Checking worker is running

Isptn · August 10, 2023, 3:25pm

Hi all,
I want to notify myself if Worker is not running. What is the best way to check the health of workers?

Chad_Retz · August 10, 2023, 3:42pm

In Python, if a worker has not returned from run() it is running. Internally there can be issues with server communication and such, but we retry internally unless/until they reach a state of fatal and we’ll fail the run() call. You can use metrics to monitor performance: Developer's guide - Worker performance | Temporal Documentation.

Isptn · August 10, 2023, 3:49pm

So there is no way to check is workers are available? I have multiple of them running on bare metal. Maybe there is some kind of method that returns available workers or something like that?
I was thinking about implementing a watchdog for my workers. So I can be reached out by it and fix it asap without looking at metrics etc.

Chad_Retz · August 10, 2023, 4:00pm

Can you clarify what available means here? It is your code/process that invokes worker.run() so you should be able to know whether that has returned in your code (or you can expose that information remotely to your other systems). Technically the advanced API for describing a task exists that can list workers, but it is eventually consistent (i.e. not always accurate).

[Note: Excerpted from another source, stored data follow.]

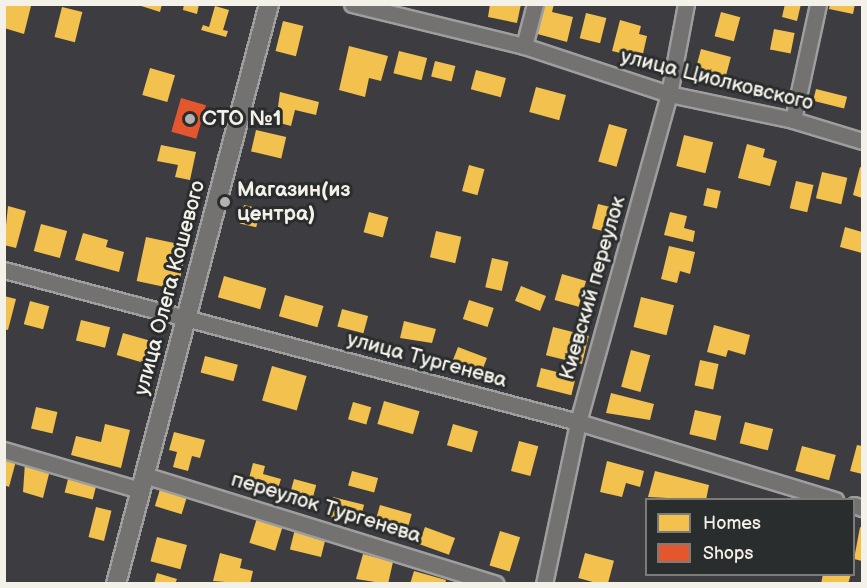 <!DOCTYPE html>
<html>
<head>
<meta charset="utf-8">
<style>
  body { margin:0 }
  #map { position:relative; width:867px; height:588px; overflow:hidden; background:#3d3c40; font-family:"Balsamiq Sans",sans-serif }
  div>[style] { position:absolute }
  .homes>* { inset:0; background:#f2c14e; transform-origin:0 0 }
  .shops>* { inset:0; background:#e4572e; transform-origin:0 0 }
  .roads { filter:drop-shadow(2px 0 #9f9e9f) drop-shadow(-2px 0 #9f9e9f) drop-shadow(0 2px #9f9e9f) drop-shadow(0 -2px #9f9e9f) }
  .minor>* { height:15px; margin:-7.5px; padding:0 7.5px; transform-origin:7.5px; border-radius:7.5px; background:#737270 }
  .tertiary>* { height:18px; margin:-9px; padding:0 9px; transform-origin:9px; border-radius:9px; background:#737270 }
  .dots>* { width:16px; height:16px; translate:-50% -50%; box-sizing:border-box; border:3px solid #2a2d2e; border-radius:50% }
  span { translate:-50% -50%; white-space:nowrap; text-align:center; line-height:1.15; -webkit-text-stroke:6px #2a2d2e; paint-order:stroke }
  .street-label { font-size:21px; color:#f4f1e8 }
  .poi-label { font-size:21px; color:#f4f1e8; font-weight:700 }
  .left { translate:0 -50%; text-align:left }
  .frame { position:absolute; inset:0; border:6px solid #f4f1e8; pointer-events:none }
  .legend { position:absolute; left:645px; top:498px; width:210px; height:78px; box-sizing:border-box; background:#2a2d2e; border:2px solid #7b7b78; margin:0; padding:8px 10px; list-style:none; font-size:18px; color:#f4f1e8 }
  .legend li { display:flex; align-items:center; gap:12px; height:30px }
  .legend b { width:30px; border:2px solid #7b7b78 }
</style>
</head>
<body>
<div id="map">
  <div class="homes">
    <i style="clip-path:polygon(135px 4px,162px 4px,160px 12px)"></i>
    <i style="clip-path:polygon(184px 4px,199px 4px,197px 14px,183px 10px)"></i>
    <i style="clip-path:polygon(490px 4px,521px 4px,517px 23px,488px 17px)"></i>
    <i style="clip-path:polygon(537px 4px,554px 4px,552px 12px,573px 17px,567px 42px,530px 32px)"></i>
    <i style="clip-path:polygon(785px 4px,801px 4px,797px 21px,782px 17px)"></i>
    <i style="clip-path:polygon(830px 4px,855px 4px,853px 14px,829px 9px)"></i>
    <i style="clip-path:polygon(4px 5px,31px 6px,24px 34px,4px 28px)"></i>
    <i style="clip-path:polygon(215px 6px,229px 10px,223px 30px,228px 31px,226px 37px,201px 30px,203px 25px,209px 27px)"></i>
    <i style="left:62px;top:7px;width:21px;height:31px;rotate:14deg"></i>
    <i style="left:721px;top:12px;width:20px;height:25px;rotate:15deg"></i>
    <i style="left:586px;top:13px;width:21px;height:26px;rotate:14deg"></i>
    <i style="clip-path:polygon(620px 20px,641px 26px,639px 34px,647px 36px,642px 58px,612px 51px)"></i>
    <i style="left:283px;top:21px;width:21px;height:31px;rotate:14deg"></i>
    <i style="left:774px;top:29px;width:21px;height:21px;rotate:11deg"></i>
    <i style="clip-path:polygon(349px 46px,388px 56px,381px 81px,369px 78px,365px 97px,339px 90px)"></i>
    <i style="left:701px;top:49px;width:31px;height:23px;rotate:15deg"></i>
    <i style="left:399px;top:51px;width:29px;height:23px;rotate:14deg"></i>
    <i style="left:435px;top:61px;width:21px;height:16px;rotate:14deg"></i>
    <i style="left:150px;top:68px;width:26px;height:28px;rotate:16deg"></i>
    <i style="left:476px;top:70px;width:31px;height:20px;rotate:15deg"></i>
    <i style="left:536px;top:87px;width:31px;height:26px;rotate:15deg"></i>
    <i style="left:816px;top:89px;width:32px;height:12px;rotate:14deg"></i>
    <i style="clip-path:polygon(280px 92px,319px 102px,316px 115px,295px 110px,291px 126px,276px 122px)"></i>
    <i style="left:609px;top:124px;width:19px;height:39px;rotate:16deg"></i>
    <i style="left:256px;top:130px;width:31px;height:22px;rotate:13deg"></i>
    <i style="left:684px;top:135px;width:30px;height:32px;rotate:14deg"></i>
    <i style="clip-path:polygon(747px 144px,765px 149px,763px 157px,777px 161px,770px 186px,738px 178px)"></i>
    <i style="clip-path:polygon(161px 145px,196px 152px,190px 180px,175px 177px,178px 165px,157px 161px)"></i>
    <i style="left:469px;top:165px;width:16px;height:27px;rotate:15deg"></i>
    <i style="clip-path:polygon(860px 167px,862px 168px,862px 198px,853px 195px)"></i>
    <i style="left:822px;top:172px;width:26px;height:27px;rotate:13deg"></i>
    <i style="left:796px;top:181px;width:18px;height:28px;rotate:13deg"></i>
    <i style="left:707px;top:188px;width:14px;height:18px;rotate:12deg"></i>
    <i style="left:598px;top:204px;width:16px;height:25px;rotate:14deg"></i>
    <i style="left:244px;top:205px;width:17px;height:19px;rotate:13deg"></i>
    <i style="clip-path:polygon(8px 206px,26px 211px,16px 248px,4px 245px)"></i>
    <i style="left:369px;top:212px;width:20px;height:21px;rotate:15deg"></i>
    <i style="clip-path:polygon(670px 212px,687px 216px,684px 228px,695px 231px,693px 242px,664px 235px)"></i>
    <i style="left:41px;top:224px;width:27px;height:28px;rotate:15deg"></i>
    <i style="clip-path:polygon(845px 227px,862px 232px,862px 253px,840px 247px)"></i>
    <i style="left:436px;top:231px;width:26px;height:27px;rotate:13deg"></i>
    <i style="clip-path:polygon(83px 233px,108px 240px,106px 247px,124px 252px,119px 272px,75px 260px)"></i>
    <i style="left:146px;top:237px;width:42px;height:45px;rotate:12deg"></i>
    <i style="clip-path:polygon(669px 246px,695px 252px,690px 274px,680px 271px,677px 283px,661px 279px)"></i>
    <i style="left:492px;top:258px;width:17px;height:30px;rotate:13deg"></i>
    <i style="left:562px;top:274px;width:25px;height:27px;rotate:16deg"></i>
    <i style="left:224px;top:276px;width:44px;height:22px;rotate:16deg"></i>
    <i style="left:521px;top:286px;width:27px;height:16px;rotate:22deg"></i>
    <i style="left:285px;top:295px;width:40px;height:22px;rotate:16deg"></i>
    <i style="clip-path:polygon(4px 296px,16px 299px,8px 330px,4px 329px)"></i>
    <i style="left:641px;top:297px;width:34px;height:31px;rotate:14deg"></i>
    <i style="left:469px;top:300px;width:26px;height:20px;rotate:18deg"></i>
    <i style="left:30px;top:301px;width:20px;height:24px;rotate:15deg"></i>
    <i style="left:342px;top:309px;width:27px;height:18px;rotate:15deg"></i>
    <i style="left:81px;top:320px;width:30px;height:21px;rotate:14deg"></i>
    <i style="clip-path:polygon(404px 321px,436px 329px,432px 343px,400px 338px)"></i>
    <i style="clip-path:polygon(714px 325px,750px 335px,745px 355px,728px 350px,726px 357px,707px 352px)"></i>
    <i style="left:553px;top:327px;width:37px;height:29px;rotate:14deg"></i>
    <i style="left:123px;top:333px;width:33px;height:23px;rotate:16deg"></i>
    <i style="left:458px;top:347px;width:31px;height:17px;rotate:21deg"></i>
    <i style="left:631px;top:350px;width:20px;height:38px;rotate:15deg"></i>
    <i style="left:205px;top:356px;width:34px;height:17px;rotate:15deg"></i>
    <i style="left:700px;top:360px;width:19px;height:26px;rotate:12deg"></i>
    <i style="left:272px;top:366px;width:36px;height:36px;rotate:16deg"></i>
    <i style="left:541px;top:368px;width:36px;height:19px;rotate:14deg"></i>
    <i style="clip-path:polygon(611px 393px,654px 404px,650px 420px,606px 413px)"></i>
    <i style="left:384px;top:401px;width:37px;height:24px;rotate:16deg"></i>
    <i style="left:353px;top:402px;width:19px;height:18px;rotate:16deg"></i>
    <i style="left:36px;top:407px;width:22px;height:22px;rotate:13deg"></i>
    <i style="left:695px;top:410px;width:27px;height:25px;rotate:13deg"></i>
    <i style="left:745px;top:422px;width:29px;height:22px;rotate:14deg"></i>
    <i style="clip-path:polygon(105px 424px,130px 430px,121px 468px,71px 455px,76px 436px,101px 442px)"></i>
    <i style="left:453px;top:424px;width:26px;height:22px;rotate:16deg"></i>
    <i style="clip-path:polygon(174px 432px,205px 440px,200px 458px,192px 456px,188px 471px,173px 467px,177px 452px,169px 450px)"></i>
    <i style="left:519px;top:441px;width:20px;height:31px;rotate:15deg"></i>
    <i style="clip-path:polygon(857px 445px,862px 446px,862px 474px,850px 471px)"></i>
    <i style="left:802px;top:446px;width:35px;height:26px;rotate:15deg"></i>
    <i style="clip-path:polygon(4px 458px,16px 461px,9px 487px,4px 485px)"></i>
    <i style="clip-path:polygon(607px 461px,644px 471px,640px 487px,626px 483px,622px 497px,600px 492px)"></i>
    <i style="clip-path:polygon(25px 463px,50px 470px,43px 498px,23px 492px)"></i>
    <i style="clip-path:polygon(253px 463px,265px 466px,263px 474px,281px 479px,276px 495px,247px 486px)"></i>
    <i style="left:352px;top:471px;width:27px;height:15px;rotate:15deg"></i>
    <i style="clip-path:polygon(655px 471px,709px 485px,706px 500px,648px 497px)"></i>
    <i style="left:69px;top:475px;width:29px;height:18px;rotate:14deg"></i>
    <i style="left:294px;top:479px;width:23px;height:20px;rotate:15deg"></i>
    <i style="left:161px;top:486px;width:28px;height:21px;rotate:17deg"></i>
    <i style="left:333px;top:497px;width:32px;height:20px;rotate:14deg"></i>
    <i style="left:380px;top:505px;width:33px;height:22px;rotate:16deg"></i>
    <i style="left:96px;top:507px;width:16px;height:31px;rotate:14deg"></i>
    <i style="left:257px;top:518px;width:27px;height:26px;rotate:17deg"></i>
    <i style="left:425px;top:527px;width:32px;height:18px;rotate:20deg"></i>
    <i style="clip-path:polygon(860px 527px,862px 528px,862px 561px,854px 559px)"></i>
    <i style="left:295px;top:529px;width:32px;height:21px;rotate:14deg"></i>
    <i style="left:500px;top:531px;width:21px;height:36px;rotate:17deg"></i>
    <i style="left:157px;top:537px;width:31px;height:25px;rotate:15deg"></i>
    <i style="clip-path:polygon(220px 553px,242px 559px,240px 568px,253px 571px,250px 584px,213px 581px)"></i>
    <i style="left:585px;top:553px;width:30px;height:26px;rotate:15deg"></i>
    <i style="clip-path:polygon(363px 554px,393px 562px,388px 584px,356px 579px)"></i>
    <i style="clip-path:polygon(414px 571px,446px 580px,445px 584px,410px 584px)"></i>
    <i style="clip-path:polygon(157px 573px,177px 579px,175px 584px,154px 584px)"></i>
    <i style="clip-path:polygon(823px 574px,851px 574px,848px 584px,821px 584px)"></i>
  </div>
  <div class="shops">
    <i style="left:181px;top:98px;width:26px;height:35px;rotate:16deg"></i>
  </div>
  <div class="roads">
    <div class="minor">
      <i style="left:352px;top:4px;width:177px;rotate:13.7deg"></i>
      <i style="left:524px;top:46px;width:153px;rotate:18.3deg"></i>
      <i style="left:669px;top:94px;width:127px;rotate:11.8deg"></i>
      <i style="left:793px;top:120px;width:72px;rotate:16.9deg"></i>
      <i style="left:524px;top:46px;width:43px;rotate:-75.3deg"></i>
      <i style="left:793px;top:120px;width:119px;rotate:-77.8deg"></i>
      <i style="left:4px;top:270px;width:594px;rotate:14.83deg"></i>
      <i style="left:578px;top:422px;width:269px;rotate:16.9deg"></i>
      <i style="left:4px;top:450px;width:142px;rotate:16.4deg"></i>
      <i style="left:144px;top:475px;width:368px;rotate:17.2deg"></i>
      <i style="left:854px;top:505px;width:9px;rotate:21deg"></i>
      <i style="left:544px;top:584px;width:166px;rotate:-78.1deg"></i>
      <i style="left:578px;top:422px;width:340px;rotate:-74.5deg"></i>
      <i style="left:669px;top:94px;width:92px;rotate:-79.3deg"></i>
    </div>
    <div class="tertiary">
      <i style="left:116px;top:584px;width:600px;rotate:-75.22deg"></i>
    </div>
  </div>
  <div class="dots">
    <i style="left:190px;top:119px;background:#b4b2ad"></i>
    <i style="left:225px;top:202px;background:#b4b2ad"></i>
  </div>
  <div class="street-label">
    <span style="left:717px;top:80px;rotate:14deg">улица Циолковского</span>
    <span style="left:170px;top:288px;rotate:-75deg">улица Олега Кошевого</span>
    <span style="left:593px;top:288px;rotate:-74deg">Киевский переулок</span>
    <span style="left:427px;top:360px;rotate:15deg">улица Тургенева</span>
    <span style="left:326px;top:508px;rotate:17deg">переулок Тургенева</span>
  </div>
  <div class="poi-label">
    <span class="left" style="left:202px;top:119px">СТО №1</span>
    <span class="left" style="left:237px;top:202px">Магазин(из<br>центра)</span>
  </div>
  <div class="frame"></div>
  <ul class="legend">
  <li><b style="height:16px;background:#f2c14e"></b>Homes</li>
  <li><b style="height:16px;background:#e4572e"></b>Shops</li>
  </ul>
</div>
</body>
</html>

Isptn · August 10, 2023, 4:10pm

In a recent example, one of my bare metal workers lost a network connection but the other one was still running stable but it was a reliability issue. I was digging into the client because I was thinking that Temporal knows a list of workers when it can send workflows. In my head, I pictured this:
Temporal knows the number of workers when it sends workflows, one worker is down for whatever reason, temporal marks it in a list of workers with the label unreachable or whatever.

My thoughts were that I can run a separate workflow that will monitor workers availability.
If you know a better solution for that, please, share.

Chad_Retz · August 10, 2023, 4:16pm

Temporal does not always know the workers you have running, but you do Temporal only knows when a worker is asking for work. A worker may be busy processing (or reached max concurrent or whatever) and not ask for work again until it wants to. Having said that, Temporal does have an eventually-consistent API to know whether workers have asked for work in a while, but that’s not the best way to know if your workers that you started are still running.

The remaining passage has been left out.